As I’m sure anyone who has researched alternatives to traditional publishing knows it’s a mind-boggling, soul sucking process. Even the terms given to the various available options are confusing. Literary agent Jane Friedman breaks it down to “Partnership,” “Fully-Assisted,” “DIY + Distributor” and “DIY Direct,” while others contend that overall there are only two options: “Subsidy” and “Self-Publishing.” The more I researched the more frustrated and discouraged I became. The “subsidy/partnership/fully-assisted” publishing services were either too expensive, or in the case of Windy City, who published a friend’s book, very expensive plus they did a bad editing job.

And as for self-publishing. I’d read every how-to book I could get my hands on as well as all those online guides. I knew that if I set my mind to it, I could do it. But honestly, I really didn’t want to. The whole proposition made me want to take up drinking the hard stuff. And then there was the stigma attached to self-published books because of the generally poor quality of the writing/editing, along with the fact that unless you’re a marketing maniac like Amanda Hocking, et al, most self-pubbed books don’t have a long shelf life. I didn’t want to be another Wile E. Coyote charging over the cliff, beep-beeping all the way to the bottom of the canyon floor.

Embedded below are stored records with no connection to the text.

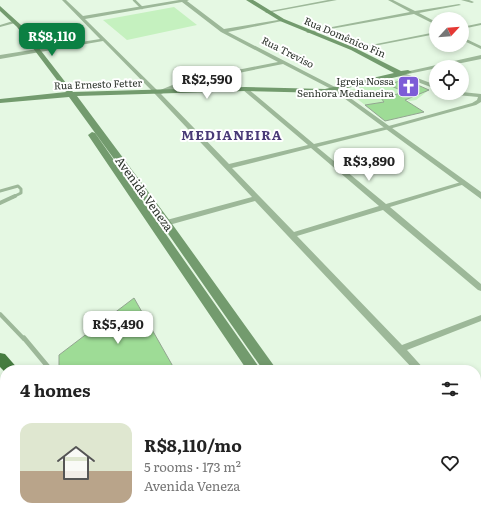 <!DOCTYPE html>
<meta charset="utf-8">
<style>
body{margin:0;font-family:Literata,serif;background:#f6f6f6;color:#222;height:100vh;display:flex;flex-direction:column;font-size:15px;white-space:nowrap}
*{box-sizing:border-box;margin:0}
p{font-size:13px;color:#767676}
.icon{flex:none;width:22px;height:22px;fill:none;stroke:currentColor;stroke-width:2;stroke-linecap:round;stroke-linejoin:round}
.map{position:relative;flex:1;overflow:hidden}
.drawer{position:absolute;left:0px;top:365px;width:481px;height:156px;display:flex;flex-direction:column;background:#fff;border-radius:16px 16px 0 0;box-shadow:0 2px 6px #0003}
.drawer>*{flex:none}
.needle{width:26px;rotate:64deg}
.fabs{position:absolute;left:429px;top:12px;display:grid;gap:8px}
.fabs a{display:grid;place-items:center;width:40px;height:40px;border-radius:50%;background:#fff;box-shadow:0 2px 6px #0003;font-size:20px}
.price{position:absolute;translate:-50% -34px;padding:0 9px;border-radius:8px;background:#fff;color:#222;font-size:13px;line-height:26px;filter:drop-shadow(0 1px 2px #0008)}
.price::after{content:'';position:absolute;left:50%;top:24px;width:12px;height:9px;margin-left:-6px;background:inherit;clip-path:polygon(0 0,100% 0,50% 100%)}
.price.selected{background:#0b8043;color:#fff}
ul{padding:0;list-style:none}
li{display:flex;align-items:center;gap:12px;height:100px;padding:0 20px}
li+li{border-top:1px solid #e0e0e0}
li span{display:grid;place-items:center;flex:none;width:112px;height:80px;border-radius:12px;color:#555}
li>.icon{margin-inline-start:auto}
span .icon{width:48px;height:48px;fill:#fffc;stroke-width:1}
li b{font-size:17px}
h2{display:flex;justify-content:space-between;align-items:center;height:48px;padding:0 20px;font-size:17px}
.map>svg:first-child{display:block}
.green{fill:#c5f1bf}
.building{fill:#9edc96;stroke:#93a591}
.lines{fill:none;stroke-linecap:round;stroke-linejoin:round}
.service-far3{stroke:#9db899;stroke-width:2.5}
.service-far2{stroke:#9db899;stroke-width:3}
.service-far1{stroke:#9db899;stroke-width:4}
.service{stroke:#9db899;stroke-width:5}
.minor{fill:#9db899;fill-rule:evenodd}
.tertiary{fill:#9db899;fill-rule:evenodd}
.secondary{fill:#739b6e;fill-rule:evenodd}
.trunk{fill:#467c40;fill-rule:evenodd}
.labels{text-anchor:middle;stroke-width:4;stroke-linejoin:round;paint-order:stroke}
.far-street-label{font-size:10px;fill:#2c332b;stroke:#fff}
.far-poi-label{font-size:10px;fill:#2c332b;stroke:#fff;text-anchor:end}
.street-label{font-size:12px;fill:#2c332b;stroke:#fff}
.far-district-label{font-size:13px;font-weight:bold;letter-spacing:1px;fill:#493a77;stroke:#fff}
</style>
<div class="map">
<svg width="481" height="521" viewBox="0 0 481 521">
<rect width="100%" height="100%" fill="#e5f8e3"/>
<path class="green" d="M174,7L197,25L127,40L103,20Z
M399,79L429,90L416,100L409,101L397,93L381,97L384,102L365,105L347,91L370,84Z"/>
<path class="building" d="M404,79L429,90L405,100L424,112L385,121L365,105L384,102L381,98L405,92L389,85Z
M134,298L175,370H63L59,367V355Z"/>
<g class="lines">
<path class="service-far3" d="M134,0L142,8"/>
<path class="service-far2" d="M0,191L18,186L21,189V193L13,197"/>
<path class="service-far1" d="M0,203L15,196
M0,314L24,339"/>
<path class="service" d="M24,338L49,368"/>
<path class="minor" d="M62,0H66L83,16L179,0H189L187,1L224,29L284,19V21H282L228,32L337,88V90H333L283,64L184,84L161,94L229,164L308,145L243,90V88H247L314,144L385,127L472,103L477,100L478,97L457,95L454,93H462V92L481,94V102L476,105L389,129L317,147L386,204L461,182H465L466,183L465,184L390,207L481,284V291L478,290L383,210L297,236L402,345L481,315V321L407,350L425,370H414L255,201L169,225H163L162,223L163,221L252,197L154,93L103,41L0,59V55L100,39ZM182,2L221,32L278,62L182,81L158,91L85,19ZM311,148L379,206L294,232L232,168Z
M328,0H337L267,13L265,12Z
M388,0H393L415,11L459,4L461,5L419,13L436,22V25L414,14L308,33L306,32L410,12Z
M461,0H469L474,2L472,3Z
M13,21L15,22V23L0,27V25Z
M481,23V25L462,29V27Z
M436,32V34L353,50L351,49Z
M462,37L481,46V49L462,40Z
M401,72L436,85V89L399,75L398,74Z
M476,427L481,429V440L476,438Z"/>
<path class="tertiary" d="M481,55V59L408,74L405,72Z
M335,87L481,192V199L333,90L332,89Z"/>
<path class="secondary" d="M246,0H253L284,19L355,48L401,71L408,70L412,72L401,76L325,93L245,91L77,96L170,221L277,370H263L162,225L69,97L0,103V99L66,92L17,27L0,11V6L21,25L73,92L245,87L325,89L394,73L351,50L280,21Z
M92,132L95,133L261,370H247L88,135Z
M347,516H365L367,521H349Z
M365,516H382L384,521H367Z"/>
<path class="trunk" d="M0,353L5,354L19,370H5V372L0,367Z
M0,398L5,400V415L0,413Z
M0,434L5,436V453L0,451Z
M0,476L5,477V495L0,494Z
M22,516H43L45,521H25Z
M65,516H85L87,521H68Z
M107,516H128L130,521H110Z"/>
</g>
<defs>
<symbol id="church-square" viewBox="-11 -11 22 22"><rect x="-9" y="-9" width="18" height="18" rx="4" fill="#7d5cd7" stroke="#fff"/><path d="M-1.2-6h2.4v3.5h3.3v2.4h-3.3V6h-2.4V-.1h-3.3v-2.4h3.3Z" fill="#fff"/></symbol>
</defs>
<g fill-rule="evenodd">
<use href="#church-square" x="396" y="74" width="25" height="25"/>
</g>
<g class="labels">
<g class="far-street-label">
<text transform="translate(345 37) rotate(23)" y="4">Rua Domênico Fin</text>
<text transform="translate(288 52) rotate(27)" y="4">Rua Treviso</text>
<text transform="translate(98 84) rotate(-2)" y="4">Rua Ernesto Fetter</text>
</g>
<g class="far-poi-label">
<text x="394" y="85">Igreja Nossa<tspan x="394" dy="12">Senhora Medianeira</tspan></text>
</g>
<g class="street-label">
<text transform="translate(144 194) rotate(54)" y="4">Avenida Veneza</text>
</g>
<g class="far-district-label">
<text x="232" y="140">MEDIANEIRA</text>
</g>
</g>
</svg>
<div class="fabs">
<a><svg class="needle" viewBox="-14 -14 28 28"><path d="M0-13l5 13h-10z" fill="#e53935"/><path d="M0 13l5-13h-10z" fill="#767676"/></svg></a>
<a><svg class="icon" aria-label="locate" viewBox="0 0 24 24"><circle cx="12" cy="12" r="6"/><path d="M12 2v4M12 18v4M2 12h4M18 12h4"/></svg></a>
</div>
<b class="price selected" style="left:52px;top:57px">R$8,110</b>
<b class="price" style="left:207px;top:100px">R$2,590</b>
<b class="price" style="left:369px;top:182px">R$3,890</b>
<b class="price" style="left:118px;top:345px">R$5,490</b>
<section class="drawer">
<h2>4 homes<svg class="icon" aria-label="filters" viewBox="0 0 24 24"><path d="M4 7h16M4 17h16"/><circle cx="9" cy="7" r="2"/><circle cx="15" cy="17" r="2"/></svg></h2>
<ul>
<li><span style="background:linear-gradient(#dfe7d0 60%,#b9a48a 0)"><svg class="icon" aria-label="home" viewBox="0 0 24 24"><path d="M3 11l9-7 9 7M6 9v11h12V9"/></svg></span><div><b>R$8,110/mo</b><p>5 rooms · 173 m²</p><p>Avenida Veneza</p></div><svg class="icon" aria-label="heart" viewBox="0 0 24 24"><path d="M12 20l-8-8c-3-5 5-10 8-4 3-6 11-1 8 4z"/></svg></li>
</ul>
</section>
</div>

So while I agonized over which path to take, I had Loveyoubye professionally edited. Whatever I ended up doing, I wanted to make sure I started out with a scoured and polished manuscript. I chose Thomas White, a recommended professional editor and Pushcart nominee, who not only helped me tighten and clarify, he asked all those questions my mentor and other readers hadn’t; he made me dig clear down to my toes.

Enter She Writes Press. Something a little different. Although it called itself Partnership Publishing, SWP vetted submissions. That’s a biggie. It took three months for me to decide to sign. Still hoping for a publisher on a white horse to come galloping along with a huge advance in hand? Probably. But the fact of the matter is I needed to move forward, a big theme in my book. So I signed. Decision made. And then it struck me. I had committed to having my heart, guts and soul laid out in print. The final step forward.

In tailoring my essay as to how I made the decision to publish with SWP, I didn’t mention the recently added bonus of having Ingram Publishing Services come on board as SWP’s distributor. They usually only handle traditional publishers. It was a coup for SWP. And a coup for me. Now I’ll have a sales force behind me, as well as become eligible for reviews by Publisher’s Weekly, and similar outlets that normally don’t review “partnership” or self-published books. Loveyoubye will be coming out in March 2014.